Rimane infine il diritto di critica che, invece, è di tutt’altra natura e non può che “essere il frutto di una valutazione prettamente soggettiva, in contrapposizione anche aspra di idee in relazione a fatti o giudizi espressi da altri e non può subire le limitazioni già viste per il diritto di cronaca (Cass. 334/1999) e si ritiene che sfugga alla possibilità di un giudizio di verità (Cass.penale 24/11/1993; Corte d’Appelli di Milano 22/05/2001) e che il limite della continenza formale sia attenuato dalla necessità di manifestare la propria opinione ed interpretazione personale dei fatti, anche se espressa in modo astrattamente offensivo e sgradito alla persona cui si riferisce (Cass, n,465/1996) purchè motivata (Cass. n.370/2002;n. 4109/1993)”.

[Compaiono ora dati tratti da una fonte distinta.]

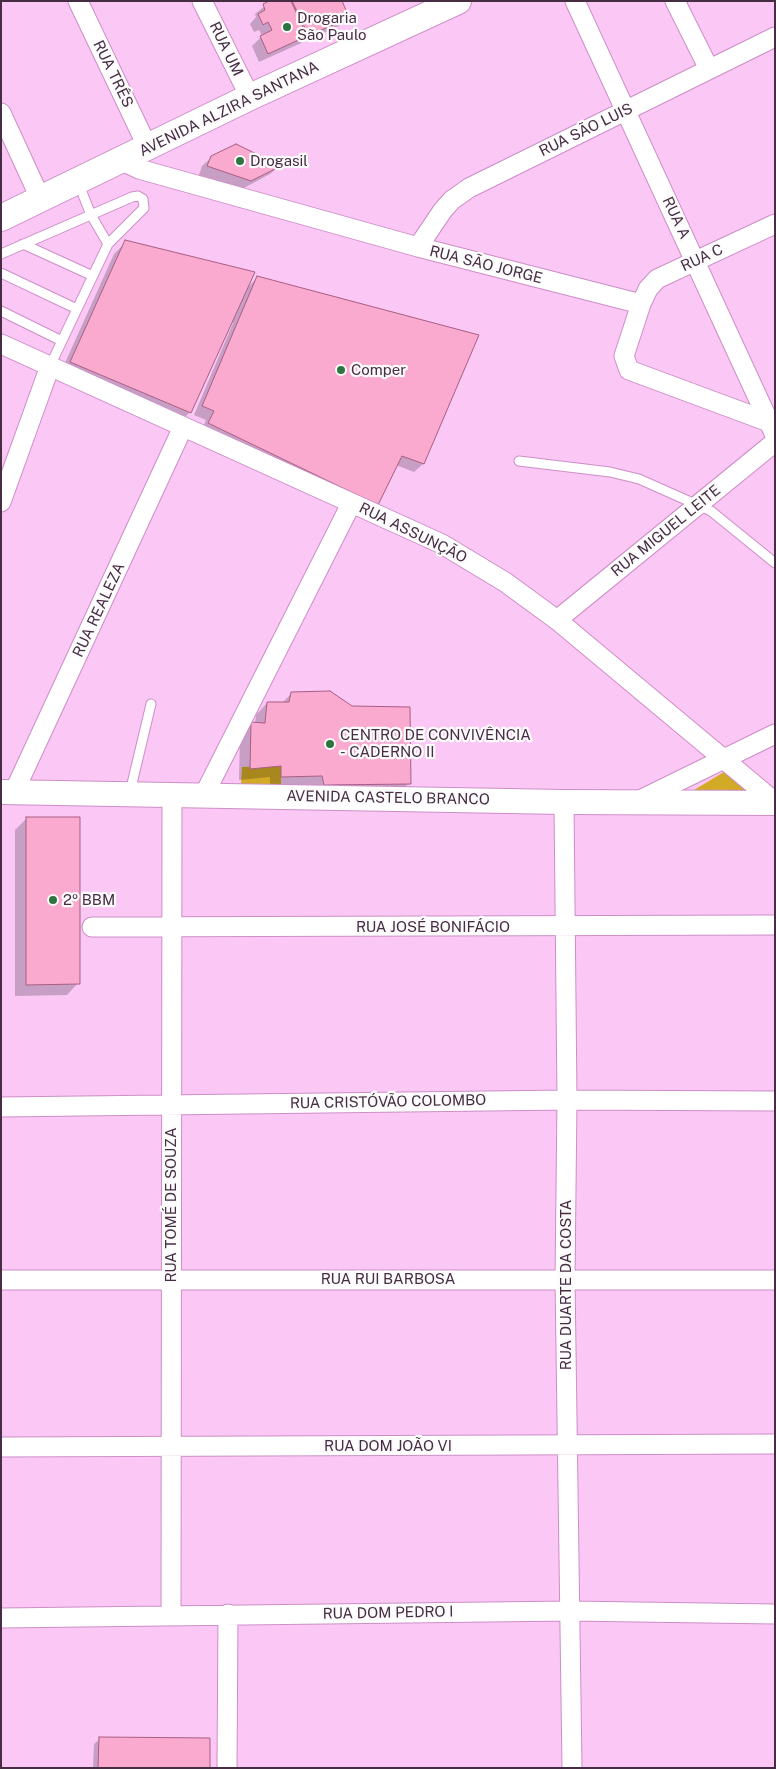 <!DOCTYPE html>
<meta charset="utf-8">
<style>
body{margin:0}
#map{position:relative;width:776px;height:1769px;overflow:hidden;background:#fbc7f5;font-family:"Public Sans",sans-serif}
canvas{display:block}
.frame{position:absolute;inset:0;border:2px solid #462d44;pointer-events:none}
</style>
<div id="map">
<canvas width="776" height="1769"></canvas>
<div class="frame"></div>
</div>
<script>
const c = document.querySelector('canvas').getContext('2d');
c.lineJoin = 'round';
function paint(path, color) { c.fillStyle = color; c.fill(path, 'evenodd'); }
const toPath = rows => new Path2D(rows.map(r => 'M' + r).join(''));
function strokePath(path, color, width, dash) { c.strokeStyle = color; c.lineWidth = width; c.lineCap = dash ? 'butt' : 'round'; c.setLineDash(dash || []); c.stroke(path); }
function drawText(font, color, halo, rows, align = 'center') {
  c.font = font + ' "Public Sans",sans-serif'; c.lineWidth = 4.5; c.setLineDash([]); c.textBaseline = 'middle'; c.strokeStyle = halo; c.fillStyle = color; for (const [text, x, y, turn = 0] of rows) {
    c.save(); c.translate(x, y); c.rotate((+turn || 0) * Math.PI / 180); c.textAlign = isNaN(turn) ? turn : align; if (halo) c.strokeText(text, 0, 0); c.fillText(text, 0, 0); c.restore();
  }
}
const green = toPath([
 [281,766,281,784,241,784,242,767],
 [724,772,754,796,684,796]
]);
const shadow = toPath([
 [271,1,341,1,348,17,339,26,259,62,252,46,262,36,259,30,254,32,250,24,256,17,255,14],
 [212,157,279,166,270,174,242,189,199,175,202,166],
 [126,242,247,288,257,278,478,336,423,464,414,472,396,465,369,513,201,432,206,420,194,415,233,323,231,322,190,412,178,424,60,374,114,254],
 [291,694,351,707,409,783,398,795,270,788,270,777,239,780,240,735,251,723,255,724,256,715,267,703,282,703],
 [27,818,78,983,67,995,15,996,15,830],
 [100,1739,209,1768,93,1768,94,1744]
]);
const building = toPath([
 [269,1,291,1,307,36,268,54,260,36,272,30,268,22,263,25,258,14,265,10,263,4,269,1],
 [292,1,342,1,349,17,309,36,292,1],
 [236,144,281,166,251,181,207,166,211,156,236,144],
 [125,240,255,272,191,413,70,362,125,240],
 [257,276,479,335,424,464,402,456,378,505,208,423,214,411,202,406,257,276],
 [330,691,352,706,410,707,411,784,324,785,322,776,281,777,281,766,250,769,251,722,265,723,267,702,289,702,291,692,330,691],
 [26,817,80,817,80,984,26,985,26,817],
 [99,1737,210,1738,210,1768,98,1768,99,1737]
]);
const service = toPath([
 [23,244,93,276],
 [1,254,132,197,138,196,143,199,144,208,108,244],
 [1,273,77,309],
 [1,311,62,341],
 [50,366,108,244,91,215,78,182],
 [519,461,610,472,639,479,711,511,775,563],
 [130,792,151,704]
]);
const minor = toPath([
 [78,1,148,148],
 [202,1,250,97],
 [575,1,775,435],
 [675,1,709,69],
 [1,113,41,200],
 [122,161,139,169,418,247,641,304],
 [418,247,443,210,452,200,469,188,775,37],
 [1,344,442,544,505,582,557,620,775,802],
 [769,422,629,370,624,356,641,304,648,289,657,279,775,224],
 [1,502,50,366],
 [557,620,775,442],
 [14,792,183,427],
 [204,795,351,504],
 [638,801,775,734],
 [564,802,567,1100,565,1279,572,1768],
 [92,927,775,925],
 [1,1107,567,1100,775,1101],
 [1,1280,775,1280],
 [1,1447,775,1444],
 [171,1615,172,795],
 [1,1618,569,1611,775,1614],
 [227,1768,228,1614]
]);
const tertiary = toPath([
 [1,792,564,802,775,803]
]);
const secondary = toPath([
 [1,218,250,97,458,1]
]);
const markers = [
 [287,27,5,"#2d7441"],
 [240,161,5,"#2d7441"],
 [341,370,5,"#2d7441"],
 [330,744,5,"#2d7441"],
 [53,900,5,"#2d7441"]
];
const poiNames = [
 ["Drogaria",297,18],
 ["São Paulo",297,35],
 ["Drogasil",250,161],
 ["Comper",351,370],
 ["CENTRO DE CONVIVÊNCIA",340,735],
 ["- CADERNO II",340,752],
 ["2º BBM",63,900]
];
const streetNames = [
 ["RUA UM",226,49,64],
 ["RUA TRÊS",113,74,64],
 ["AVENIDA ALZIRA SANTANA",229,109,-26],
 ["RUA SÃO LUIS",586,130,-26],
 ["RUA A",676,218,65],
 ["RUA C",702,258,-25],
 ["RUA SÃO JORGE",486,265,14],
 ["RUA MIGUEL LEITE",666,531,-39],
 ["RUA ASSUNÇÃO",413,533,26],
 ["RUA REALEZA",99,610,-65],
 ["AVENIDA CASTELO BRANCO",388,798,1],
 ["RUA JOSÉ BONIFÁCIO",433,927],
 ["RUA CRISTÓVÃO COLOMBO",388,1102,-1],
 ["RUA TOMÉ DE SOUZA",171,1205,-90],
 ["RUA RUI BARBOSA",388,1279],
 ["RUA DUARTE DA COSTA",566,1285,-90],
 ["RUA DOM JOÃO VI",388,1446],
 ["RUA DOM PEDRO I",388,1613,-1]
];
paint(green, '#d3aa26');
paint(shadow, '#0003');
paint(building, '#faa9cf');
strokePath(building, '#a75e82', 1);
strokePath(service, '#cd8ec7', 11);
strokePath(minor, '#cd8ec7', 21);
strokePath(tertiary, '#cd8ec7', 26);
strokePath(secondary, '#cd8ec7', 28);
strokePath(service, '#fff', 9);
strokePath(minor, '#fff', 19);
strokePath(tertiary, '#fff', 24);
strokePath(secondary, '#fff', 26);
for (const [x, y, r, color] of markers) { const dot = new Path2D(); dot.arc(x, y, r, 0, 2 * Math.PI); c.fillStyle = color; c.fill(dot); strokePath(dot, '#fbfbfb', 2); }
drawText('15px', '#462d44', '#fbfbfb', poiNames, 'left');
drawText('15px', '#462d44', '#fbfbfb', streetNames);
</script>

Date queste premesse il giudicante non poteva non riconoscere come l’articolo “incriminato” dall’attore rientrasse nell’esercizio del diritto di critica.
Testualmente:
“…..l’articolo in esame rientra nell’esercizio del diritto di critica in quanto esprime, alla luce delle vicende personali e pubbliche dell’attore, la (soggettiva) valutazione della testata in ordine all’opportunità che la guida del governo italiano fosse assunta dall’on. Berlusconi all’esito delle elezioni politiche del 2001”.
SEGUE
P.S.: mi sono dilungato un po’ troppo in quanto so per certo che molti miei lettori hanno a loro volta un proprio blog in cui spesso e volentieri, come è giusto che sia, esercitano il diritto di cronaca, di critica e/o di satira politica. Qualunque idea politica abbiano. Conoscere e rispettare alcune regole giova a chi scrive per evitare delle querelle.